In het kort

Er is geen bewijs dat melkconsumptie botbreuken in de hand werkt. De link die gelegd wordt met botbreuken pleit er alleen maar voor dat we af moeten van het idee dat botkwaliteit alleen maar bepaald wordt door calcium of een ander voedingsmiddel. Het lichaam vormt zich naar functie. Op dit moment is het aannemelijk dat als jouw voorouders (opa en oma) ook melk dronken, het waarschijnlijk ook bij jou past. Als het in jouw geval niet zo is of je wilt geen melk drinken, dan is dat prima, maar zul je wel op zoek moeten naar andere calciumbronnen en dat betekent in de praktijk meer groente, noten en/of peulvruchten eten dan de gemiddelde Nederlander doet.

Nederland kent ondanks een stevige melkconsumptie nog steeds veel osteoporose.

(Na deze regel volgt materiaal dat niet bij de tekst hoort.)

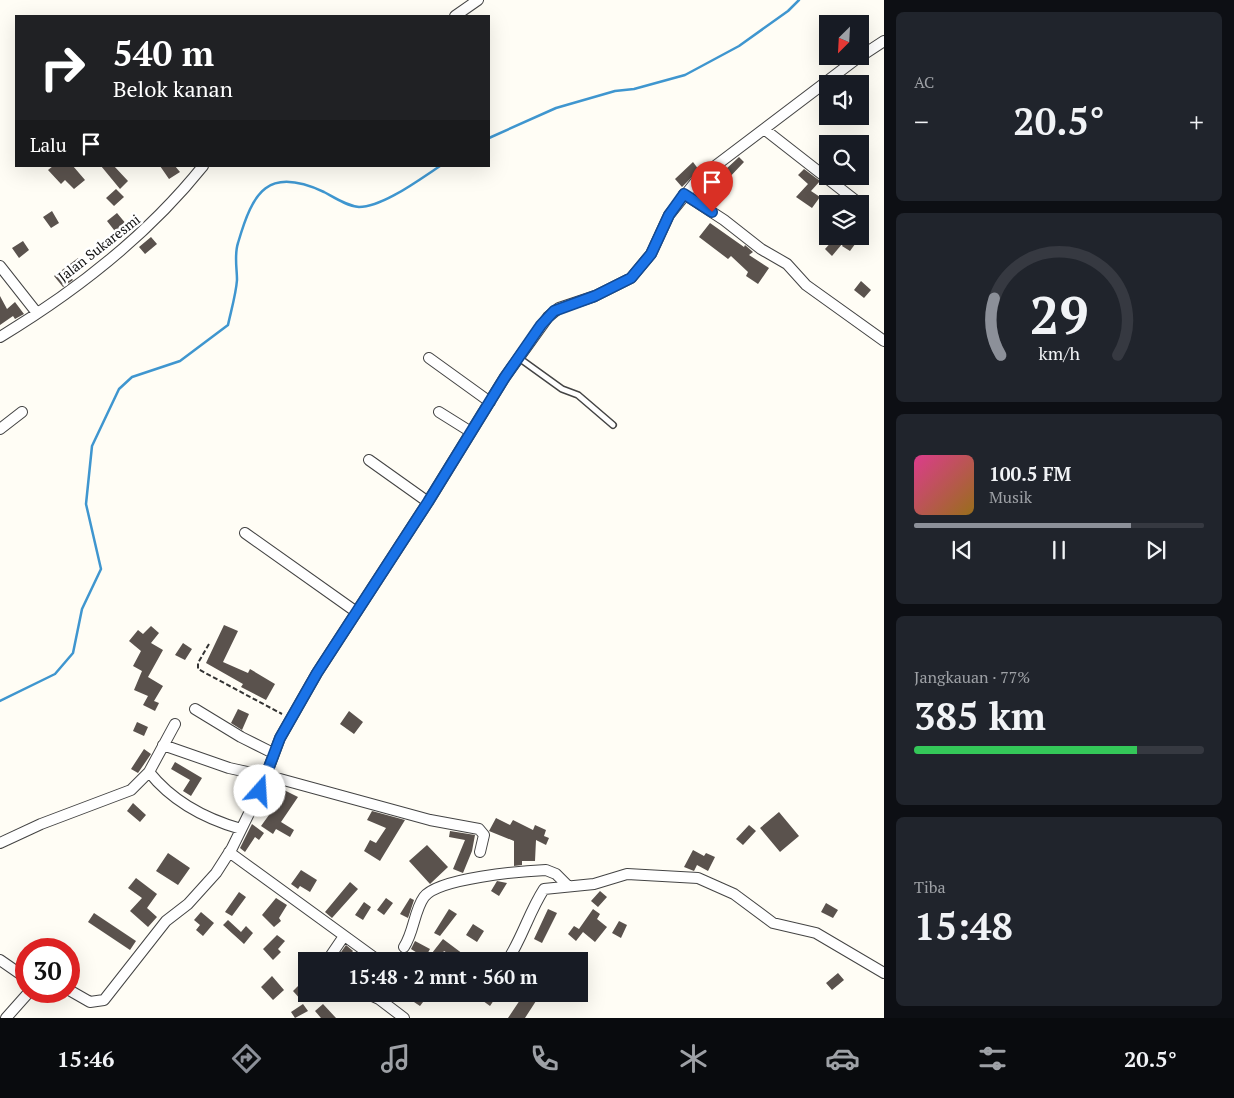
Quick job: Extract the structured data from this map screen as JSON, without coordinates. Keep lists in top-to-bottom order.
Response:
{
  "streets": {
    "street": ["Jalan Sukaresmi"]
  },
  "north": "bottom left",
  "page": {
    "tile": [
      "AC",
      ["Jangkauan · 77%", "385 km"],
      ["Tiba", "15:48"]
    ],
    "turn": ["540 m", "Belok kanan"],
    "heat": ["−", "20.5°", "+"],
    "then": "Lalu",
    "song": ["100.5 FM", "Musik"],
    "limit": "30",
    "trip": "15:48 · 2 mnt · 560 m",
    "tabs": ["15:46", "20.5°"],
    "gauge": ["29", "km/h"]
  }
}
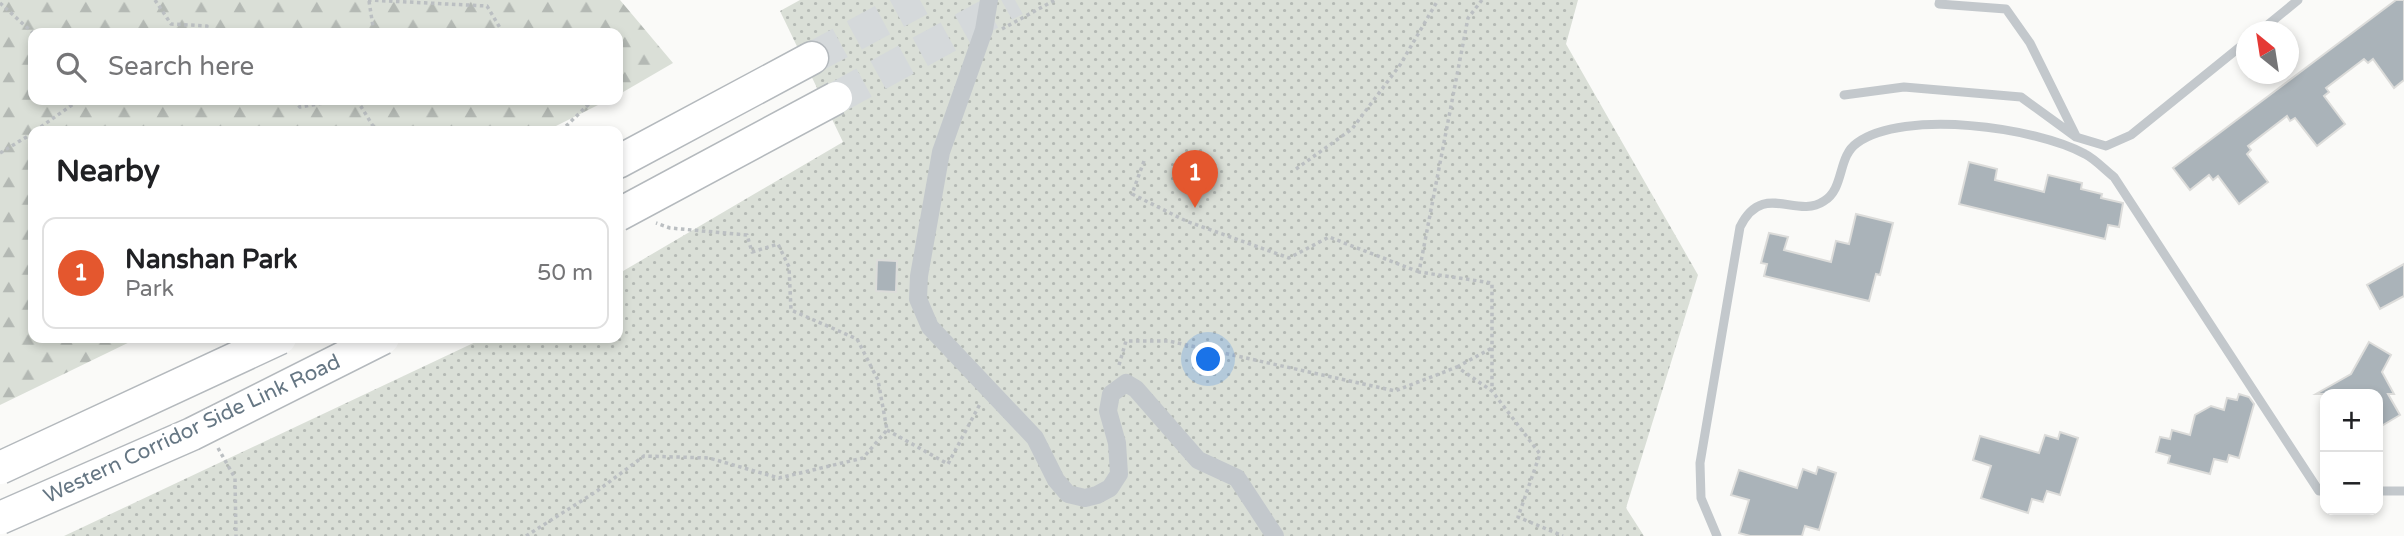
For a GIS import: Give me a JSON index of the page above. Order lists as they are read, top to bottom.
{
  "streets": {
    "highway": ["Western Corridor Side Link Road"]
  },
  "north": "top left",
  "page": {
    "search": "Search here",
    "heading": "Nearby",
    "pins": "1",
    "list": [
      {
        "mark": "1",
        "name": "Nanshan Park",
        "note": "Park",
        "value": "50 m"
      }
    ],
    "map_buttons": ["+", "−"]
  }
}
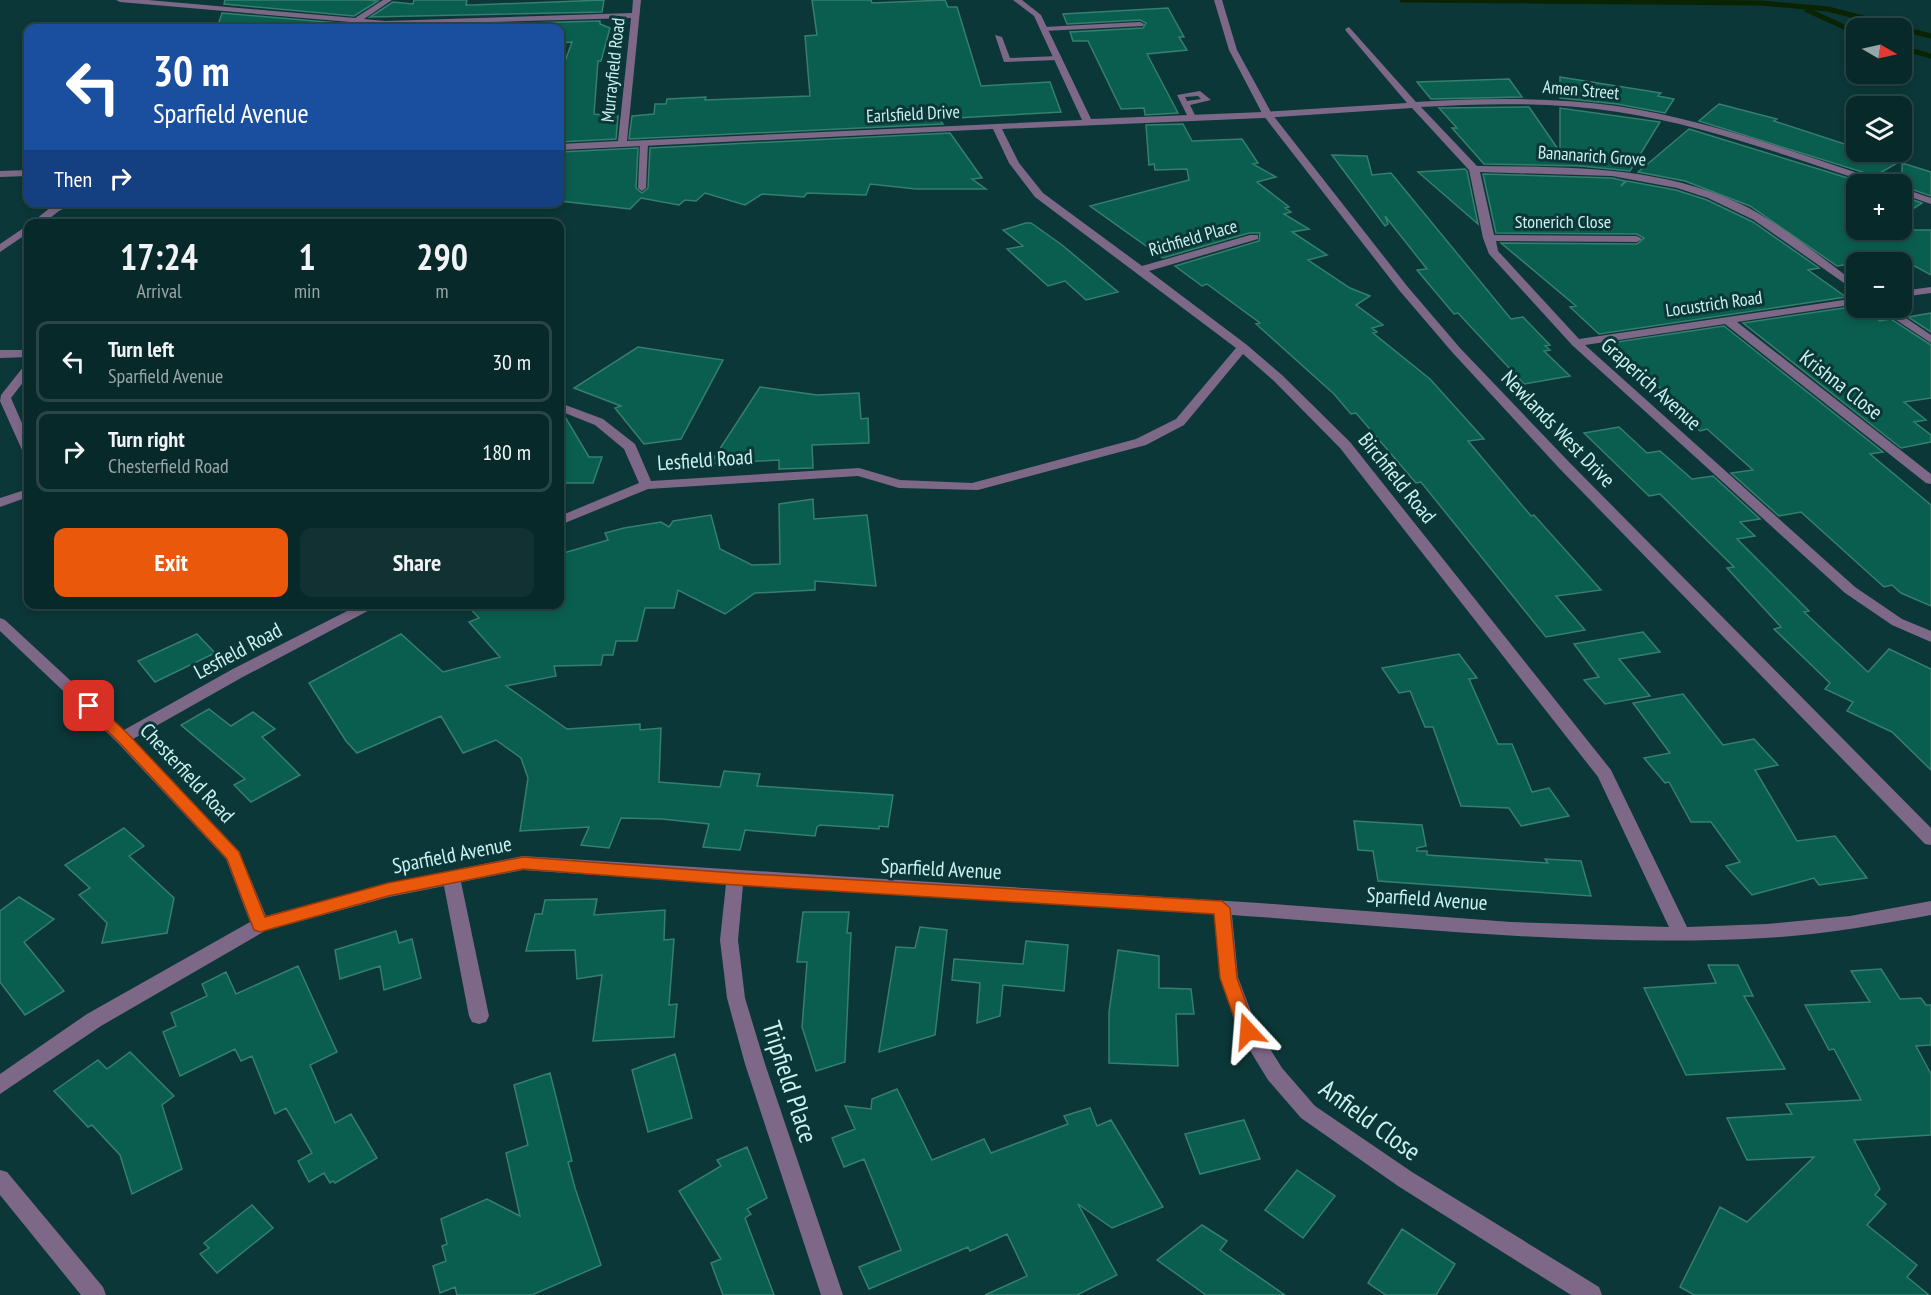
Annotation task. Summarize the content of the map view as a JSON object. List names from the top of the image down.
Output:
{
  "streets": {
    "street": [
      "Murrayfield Road",
      "Amen Street",
      "Earlsfield Drive",
      "Bananarich Grove",
      "Stonerich Close",
      "Richfield Place",
      "Locustrich Road",
      "Graperich Avenue",
      "Krishna Close",
      "Newlands West Drive",
      "Lesfield Road",
      "Birchfield Road",
      "Chesterfield Road",
      "Sparfield Avenue",
      "Tripfield Place",
      "Anfield Close"
    ]
  },
  "crossings": [
    ["Murrayfield Road", "Earlsfield Drive"],
    ["Amen Street", "Earlsfield Drive"],
    ["Amen Street", "Newlands West Drive"],
    ["Earlsfield Drive", "Newlands West Drive"],
    ["Earlsfield Drive", "Birchfield Road"],
    ["Bananarich Grove", "Graperich Avenue"],
    ["Stonerich Close", "Graperich Avenue"],
    ["Richfield Place", "Birchfield Road"],
    ["Locustrich Road", "Graperich Avenue"],
    ["Locustrich Road", "Krishna Close"],
    ["Lesfield Road", "Birchfield Road"],
    ["Lesfield Road", "Chesterfield Road"],
    ["Birchfield Road", "Sparfield Avenue"],
    ["Chesterfield Road", "Sparfield Avenue"],
    ["Sparfield Avenue", "Tripfield Place"],
    ["Sparfield Avenue", "Anfield Close"]
  ],
  "north": "right",
  "page": {
    "map_buttons": ["+", "−"],
    "turn": ["30 m", "Sparfield Avenue"],
    "then": "Then",
    "eta": [
      "17:24",
      "Arrival",
      "1",
      "min",
      "290",
      "m"
    ],
    "list": [
      {
        "name": "Turn left",
        "note": "Sparfield Avenue",
        "value": "30 m"
      },
      {
        "name": "Turn right",
        "note": "Chesterfield Road",
        "value": "180 m"
      }
    ],
    "buttons": ["Exit", "Share"]
  }
}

Dit geldt overigens voor meer landen waar zuivel ruim voor handen is en het heeft geleid tot het idee, dat melkconsumptie botbreuken in de hand werkt. Het is daarom zaak om hier eens aandacht aan te besteden.

Melk in de media

. Deze artikelen lijken allemaal klonen van elkaar te zijn, waarbij een onderbouwing vaker ontbreekt dan aanwezig is. Eén van de standpunten die in veel artikelen terugkomt is dat zuivelconsumptie de kans op botbreuken in de hand werkt. Ook voedingsjournalist Alissa Hamilton deelt dat standpunt in haar onlangs verschenen boek: ‘Melk de witte sloper’. Een boek dat belooft indruk te maken gezien de tekst van een lezer die op de kaft prijkt:

“Dit boek veegt alle illusies die we over melk hebben van tafel.”

In het algemeen is de argumentatie tegen de consumptie van melk om gezondheidsredenen  tweeledig:

  1. Uit onderzoek van Harvard universiteit blijkt dat melk het risico op heupbreuken met 45% verhoogt;
  2. Melk bevat verzurend fosfor waardoor calcium aan het skelet wordt onttrokken om het lichaam te ontzuren.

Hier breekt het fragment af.